(Dataset entries)
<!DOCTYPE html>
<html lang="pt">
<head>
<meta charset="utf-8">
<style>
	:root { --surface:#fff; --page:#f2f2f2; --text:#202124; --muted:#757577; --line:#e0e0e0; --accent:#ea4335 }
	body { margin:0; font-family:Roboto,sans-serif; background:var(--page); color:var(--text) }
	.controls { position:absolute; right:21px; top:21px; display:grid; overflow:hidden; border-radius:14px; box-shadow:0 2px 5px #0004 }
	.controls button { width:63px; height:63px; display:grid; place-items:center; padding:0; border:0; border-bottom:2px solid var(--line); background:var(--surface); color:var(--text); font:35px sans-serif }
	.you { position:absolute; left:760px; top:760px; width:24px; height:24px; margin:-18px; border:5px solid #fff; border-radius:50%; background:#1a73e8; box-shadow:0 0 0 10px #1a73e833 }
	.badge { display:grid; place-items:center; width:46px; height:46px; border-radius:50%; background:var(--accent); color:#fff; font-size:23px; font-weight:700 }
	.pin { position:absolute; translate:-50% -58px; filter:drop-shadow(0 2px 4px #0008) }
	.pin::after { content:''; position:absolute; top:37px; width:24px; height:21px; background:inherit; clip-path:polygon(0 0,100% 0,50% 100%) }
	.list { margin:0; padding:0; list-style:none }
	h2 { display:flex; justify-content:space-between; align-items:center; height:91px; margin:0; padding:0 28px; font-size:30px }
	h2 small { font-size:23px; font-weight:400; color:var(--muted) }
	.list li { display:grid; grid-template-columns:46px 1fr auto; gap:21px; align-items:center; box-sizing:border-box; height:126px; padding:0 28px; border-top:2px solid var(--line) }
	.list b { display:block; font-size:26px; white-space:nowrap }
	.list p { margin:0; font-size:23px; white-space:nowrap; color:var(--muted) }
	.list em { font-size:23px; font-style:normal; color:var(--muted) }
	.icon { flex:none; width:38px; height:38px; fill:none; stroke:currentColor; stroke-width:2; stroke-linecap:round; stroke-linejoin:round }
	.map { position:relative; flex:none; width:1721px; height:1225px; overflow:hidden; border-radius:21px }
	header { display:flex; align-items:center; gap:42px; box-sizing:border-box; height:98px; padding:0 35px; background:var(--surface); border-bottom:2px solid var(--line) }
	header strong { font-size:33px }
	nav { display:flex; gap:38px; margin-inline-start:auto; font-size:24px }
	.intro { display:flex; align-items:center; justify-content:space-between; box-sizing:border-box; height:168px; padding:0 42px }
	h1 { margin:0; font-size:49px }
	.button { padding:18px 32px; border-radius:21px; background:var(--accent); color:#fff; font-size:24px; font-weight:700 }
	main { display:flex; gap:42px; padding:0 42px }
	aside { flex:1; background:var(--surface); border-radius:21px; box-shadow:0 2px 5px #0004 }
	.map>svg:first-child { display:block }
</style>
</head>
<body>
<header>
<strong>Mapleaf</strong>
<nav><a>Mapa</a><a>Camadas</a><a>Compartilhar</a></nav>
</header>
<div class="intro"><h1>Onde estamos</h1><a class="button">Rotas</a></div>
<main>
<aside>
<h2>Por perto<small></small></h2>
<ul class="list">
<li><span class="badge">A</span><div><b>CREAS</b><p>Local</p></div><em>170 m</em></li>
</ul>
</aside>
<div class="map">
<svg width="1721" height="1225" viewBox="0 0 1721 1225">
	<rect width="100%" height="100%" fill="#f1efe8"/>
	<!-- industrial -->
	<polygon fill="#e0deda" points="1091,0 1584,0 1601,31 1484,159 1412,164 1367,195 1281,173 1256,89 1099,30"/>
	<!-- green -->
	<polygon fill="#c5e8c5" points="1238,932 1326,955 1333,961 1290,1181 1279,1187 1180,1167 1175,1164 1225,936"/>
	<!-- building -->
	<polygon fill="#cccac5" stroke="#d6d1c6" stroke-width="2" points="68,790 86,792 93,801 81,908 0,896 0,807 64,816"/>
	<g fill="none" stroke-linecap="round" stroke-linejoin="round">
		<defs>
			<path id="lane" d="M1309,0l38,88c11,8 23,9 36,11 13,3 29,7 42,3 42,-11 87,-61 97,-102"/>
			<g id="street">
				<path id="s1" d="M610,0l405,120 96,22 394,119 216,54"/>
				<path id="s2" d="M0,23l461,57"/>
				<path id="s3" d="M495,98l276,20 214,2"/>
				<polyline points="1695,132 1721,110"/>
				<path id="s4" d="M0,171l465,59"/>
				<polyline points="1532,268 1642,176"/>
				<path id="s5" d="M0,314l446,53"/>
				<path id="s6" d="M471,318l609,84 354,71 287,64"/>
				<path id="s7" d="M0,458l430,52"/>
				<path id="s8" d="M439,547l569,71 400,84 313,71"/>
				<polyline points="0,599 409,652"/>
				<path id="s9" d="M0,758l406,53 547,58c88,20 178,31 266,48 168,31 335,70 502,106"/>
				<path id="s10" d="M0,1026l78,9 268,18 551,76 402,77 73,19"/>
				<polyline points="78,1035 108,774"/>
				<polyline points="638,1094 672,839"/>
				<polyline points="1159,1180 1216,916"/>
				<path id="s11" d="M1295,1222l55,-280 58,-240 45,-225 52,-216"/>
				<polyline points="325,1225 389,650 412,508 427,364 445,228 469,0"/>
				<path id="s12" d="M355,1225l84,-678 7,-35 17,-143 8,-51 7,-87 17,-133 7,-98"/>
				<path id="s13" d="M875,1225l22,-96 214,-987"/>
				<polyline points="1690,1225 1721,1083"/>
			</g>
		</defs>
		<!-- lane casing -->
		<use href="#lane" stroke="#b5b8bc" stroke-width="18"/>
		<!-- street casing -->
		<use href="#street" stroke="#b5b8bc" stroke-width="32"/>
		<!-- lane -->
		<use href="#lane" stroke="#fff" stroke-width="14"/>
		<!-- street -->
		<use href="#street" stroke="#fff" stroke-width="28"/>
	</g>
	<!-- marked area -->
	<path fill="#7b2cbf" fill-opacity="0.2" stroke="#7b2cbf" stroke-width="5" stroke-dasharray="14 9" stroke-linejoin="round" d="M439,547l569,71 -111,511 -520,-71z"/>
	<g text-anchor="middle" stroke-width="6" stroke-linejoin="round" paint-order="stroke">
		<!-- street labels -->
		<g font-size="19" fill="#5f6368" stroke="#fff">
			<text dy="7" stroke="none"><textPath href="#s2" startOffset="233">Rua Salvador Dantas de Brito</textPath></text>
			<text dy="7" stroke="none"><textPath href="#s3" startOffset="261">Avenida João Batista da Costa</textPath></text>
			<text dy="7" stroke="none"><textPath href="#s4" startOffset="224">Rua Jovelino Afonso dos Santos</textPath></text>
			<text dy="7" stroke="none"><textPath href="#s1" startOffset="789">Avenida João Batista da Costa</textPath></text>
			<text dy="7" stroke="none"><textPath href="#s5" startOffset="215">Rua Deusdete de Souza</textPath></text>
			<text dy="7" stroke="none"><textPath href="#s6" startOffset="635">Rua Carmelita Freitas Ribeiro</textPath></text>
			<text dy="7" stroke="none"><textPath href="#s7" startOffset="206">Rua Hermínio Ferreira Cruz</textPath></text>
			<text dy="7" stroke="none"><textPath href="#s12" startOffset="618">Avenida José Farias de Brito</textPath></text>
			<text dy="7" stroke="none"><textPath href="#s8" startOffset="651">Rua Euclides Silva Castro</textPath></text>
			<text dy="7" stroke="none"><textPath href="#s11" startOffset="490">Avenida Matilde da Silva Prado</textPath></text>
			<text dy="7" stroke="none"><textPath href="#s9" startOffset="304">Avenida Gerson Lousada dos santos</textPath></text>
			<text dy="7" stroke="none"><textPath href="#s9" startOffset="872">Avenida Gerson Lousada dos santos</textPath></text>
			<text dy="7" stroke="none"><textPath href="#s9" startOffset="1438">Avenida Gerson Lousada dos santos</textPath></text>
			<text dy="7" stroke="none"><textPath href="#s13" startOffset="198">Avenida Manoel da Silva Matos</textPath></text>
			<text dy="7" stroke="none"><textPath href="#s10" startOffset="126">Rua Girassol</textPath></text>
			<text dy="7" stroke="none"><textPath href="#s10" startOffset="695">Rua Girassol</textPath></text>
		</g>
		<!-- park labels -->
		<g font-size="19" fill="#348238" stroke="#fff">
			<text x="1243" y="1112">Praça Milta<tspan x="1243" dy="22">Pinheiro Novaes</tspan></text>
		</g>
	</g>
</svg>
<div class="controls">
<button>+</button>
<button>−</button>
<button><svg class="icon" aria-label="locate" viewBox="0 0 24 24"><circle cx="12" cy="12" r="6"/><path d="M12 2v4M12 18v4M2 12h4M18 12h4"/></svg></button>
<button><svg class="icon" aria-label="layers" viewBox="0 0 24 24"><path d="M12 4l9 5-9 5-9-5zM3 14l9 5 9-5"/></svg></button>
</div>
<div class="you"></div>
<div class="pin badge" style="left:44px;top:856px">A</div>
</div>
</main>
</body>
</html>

**WORK TO BE COMPLETED:** Which lines in the records above contain the string "place"? Copy each one.

**WORKED SOLUTION:**
	.controls button { width:63px; height:63px; display:grid; place-items:center; padding:0; border:0; border-bottom:2px solid var(--line); background:var(--surface); color:var(--text); font:35px sans-serif }
	.badge { display:grid; place-items:center; width:46px; height:46px; border-radius:50%; background:var(--accent); color:#fff; font-size:23px; font-weight:700 }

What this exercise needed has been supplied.